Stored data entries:
>>

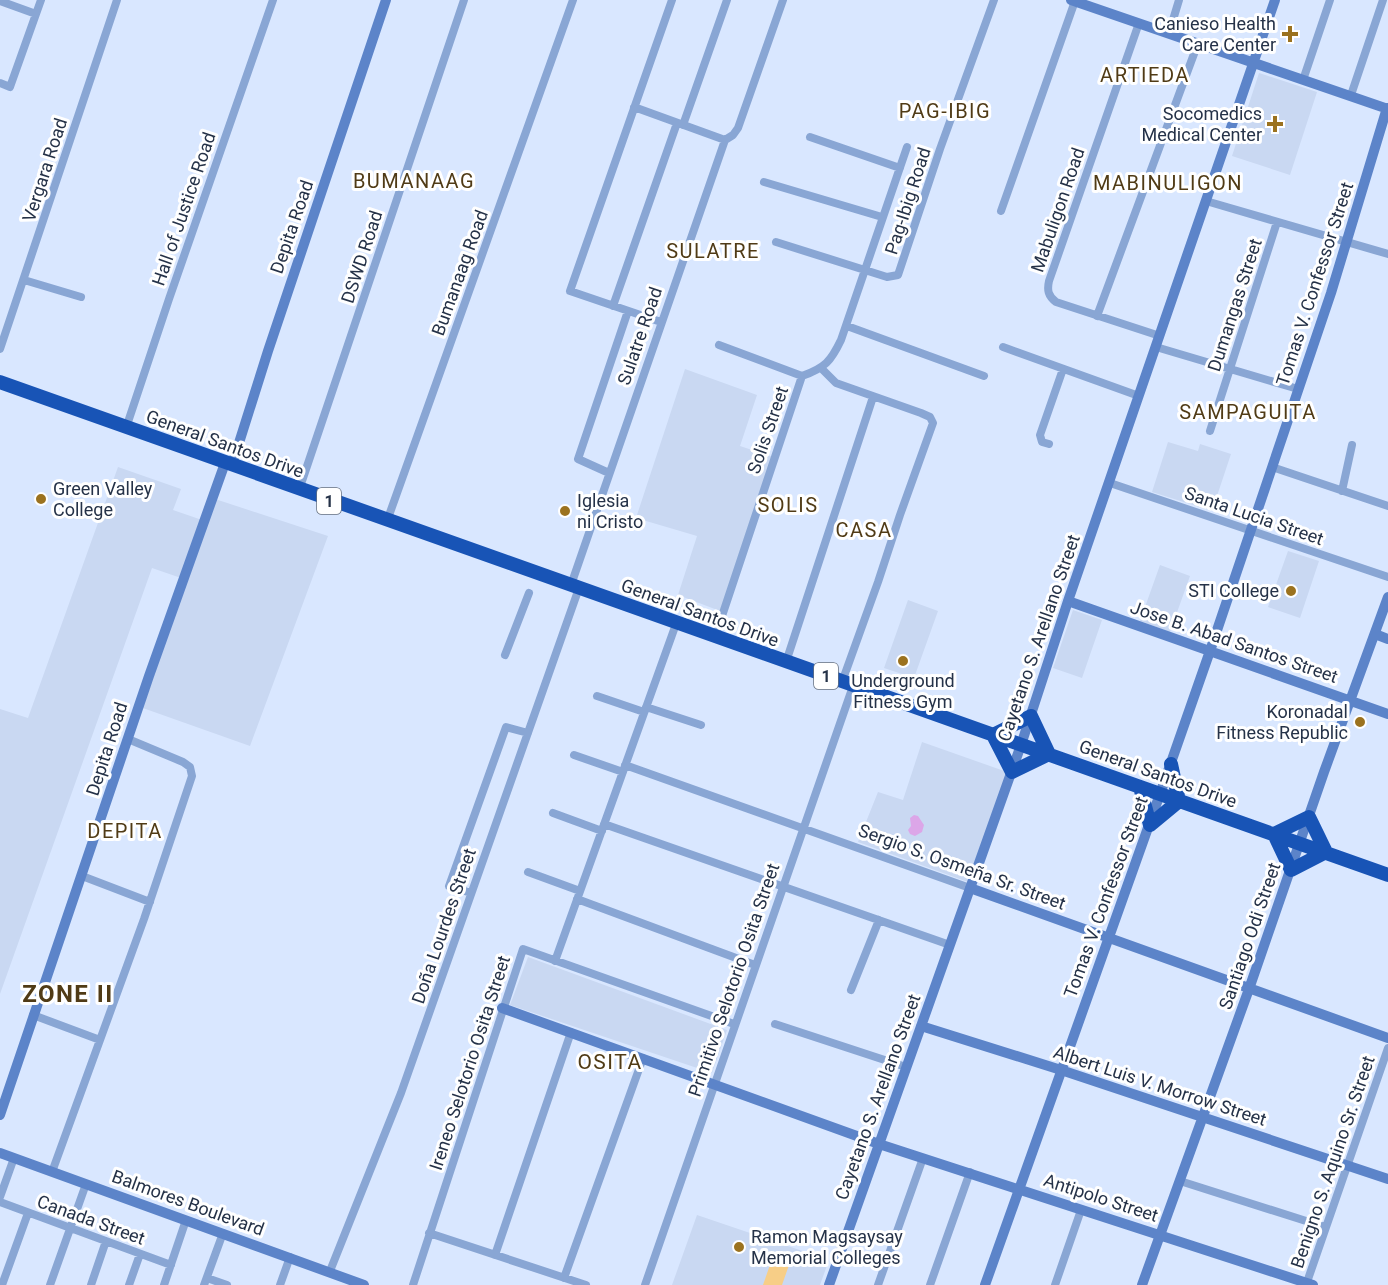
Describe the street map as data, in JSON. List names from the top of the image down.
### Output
{
  "streets": {
    "highway": ["General Santos Drive", "1"],
    "street": [
      "Vergara Road",
      "Pag-Ibig Road",
      "Hall of Justice Road",
      "Mabuligon Road",
      "Depita Road",
      "DSWD Road",
      "Bumanaag Road",
      "Tomas V. Confessor Street",
      "Dumangas Street",
      "Sulatre Road",
      "Solis Street",
      "Santa Lucia Street",
      "Cayetano S. Arellano Street",
      "Jose B. Abad Santos Street",
      "Sergio S. Osmeña Sr. Street",
      "Doña Lourdes Street",
      "Santiago Odi Street",
      "Primitivo Selotorio Osita Street",
      "Ireneo Selotorio Osita Street",
      "Albert Luis V. Morrow Street",
      "Benigno S. Aquino Sr. Street",
      "Antipolo Street",
      "Balmores Boulevard",
      "Canada Street"
    ]
  },
  "crossings": [
    ["Hall of Justice Road", "General Santos Drive"],
    ["Mabuligon Road", "Tomas V. Confessor Street"],
    ["Mabuligon Road", "Dumangas Street"],
    ["Mabuligon Road", "Cayetano S. Arellano Street"],
    ["Depita Road", "General Santos Drive"],
    ["DSWD Road", "General Santos Drive"],
    ["Bumanaag Road", "General Santos Drive"],
    ["Tomas V. Confessor Street", "General Santos Drive"],
    ["Tomas V. Confessor Street", "Santa Lucia Street"],
    ["Tomas V. Confessor Street", "Jose B. Abad Santos Street"],
    ["Tomas V. Confessor Street", "Sergio S. Osmeña Sr. Street"],
    ["Tomas V. Confessor Street", "Albert Luis V. Morrow Street"],
    ["Tomas V. Confessor Street", "Antipolo Street"],
    ["Sulatre Road", "General Santos Drive"],
    ["Sulatre Road", "Doña Lourdes Street"],
    ["Solis Street", "General Santos Drive"],
    ["General Santos Drive", "Cayetano S. Arellano Street"],
    ["General Santos Drive", "Doña Lourdes Street"],
    ["General Santos Drive", "Santiago Odi Street"],
    ["General Santos Drive", "Primitivo Selotorio Osita Street"],
    ["Santa Lucia Street", "Cayetano S. Arellano Street"],
    ["Cayetano S. Arellano Street", "Jose B. Abad Santos Street"],
    ["Cayetano S. Arellano Street", "Sergio S. Osmeña Sr. Street"],
    ["Cayetano S. Arellano Street", "Albert Luis V. Morrow Street"],
    ["Cayetano S. Arellano Street", "Antipolo Street"],
    ["Jose B. Abad Santos Street", "Santiago Odi Street"],
    ["Sergio S. Osmeña Sr. Street", "Santiago Odi Street"],
    ["Sergio S. Osmeña Sr. Street", "Primitivo Selotorio Osita Street"],
    ["Doña Lourdes Street", "Balmores Boulevard"],
    ["Santiago Odi Street", "Albert Luis V. Morrow Street"],
    ["Santiago Odi Street", "Antipolo Street"],
    ["Primitivo Selotorio Osita Street", "Antipolo Street"],
    ["Ireneo Selotorio Osita Street", "Antipolo Street"],
    ["Albert Luis V. Morrow Street", "Benigno S. Aquino Sr. Street"],
    ["Benigno S. Aquino Sr. Street", "Antipolo Street"]
  ],
  "districts": [
    "ARTIEDA",
    "PAG-IBIG",
    "BUMANAAG",
    "MABINULIGON",
    "SULATRE",
    "SAMPAGUITA",
    "SOLIS",
    "CASA",
    "DEPITA",
    "ZONE II",
    "OSITA"
  ],
  "places": {
    "health": ["Canieso Health Care Center", "Socomedics Medical Center"],
    "other": [
      "Green Valley College",
      "Iglesia ni Cristo",
      "STI College",
      "Underground Fitness Gym",
      "Koronadal Fitness Republic",
      "Ramon Magsaysay Memorial Colleges"
    ]
  }
}
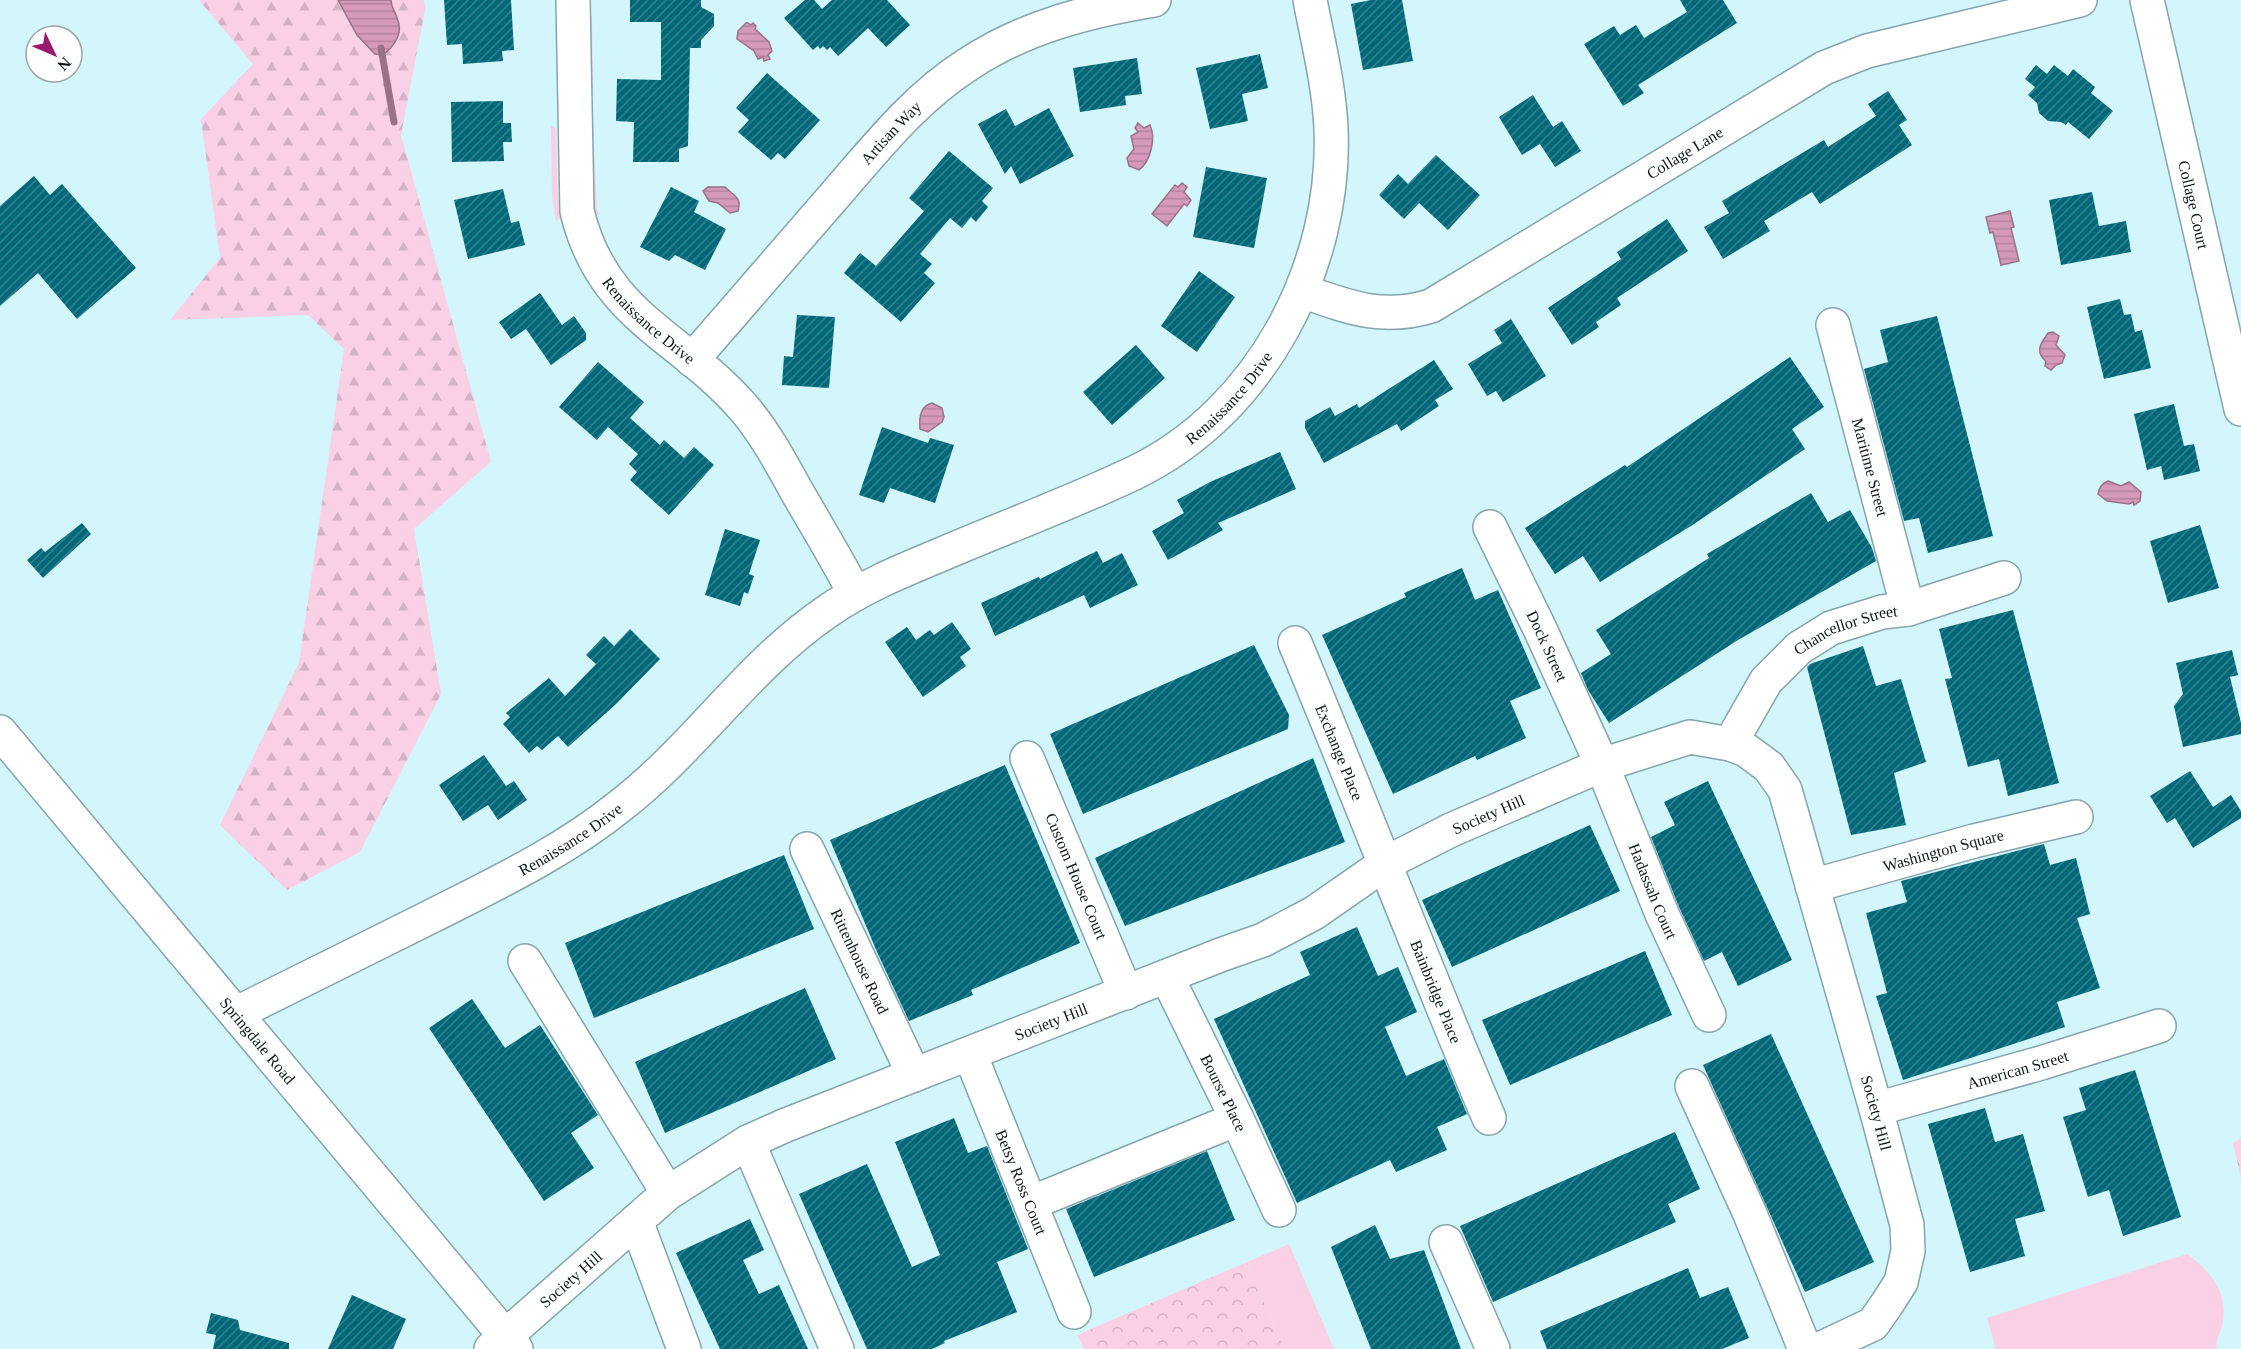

<<

◆ How to complete this task
Lines holding "Antipolo": give how many there are in the entries above, and nothing more.

◆ Exercise answer
7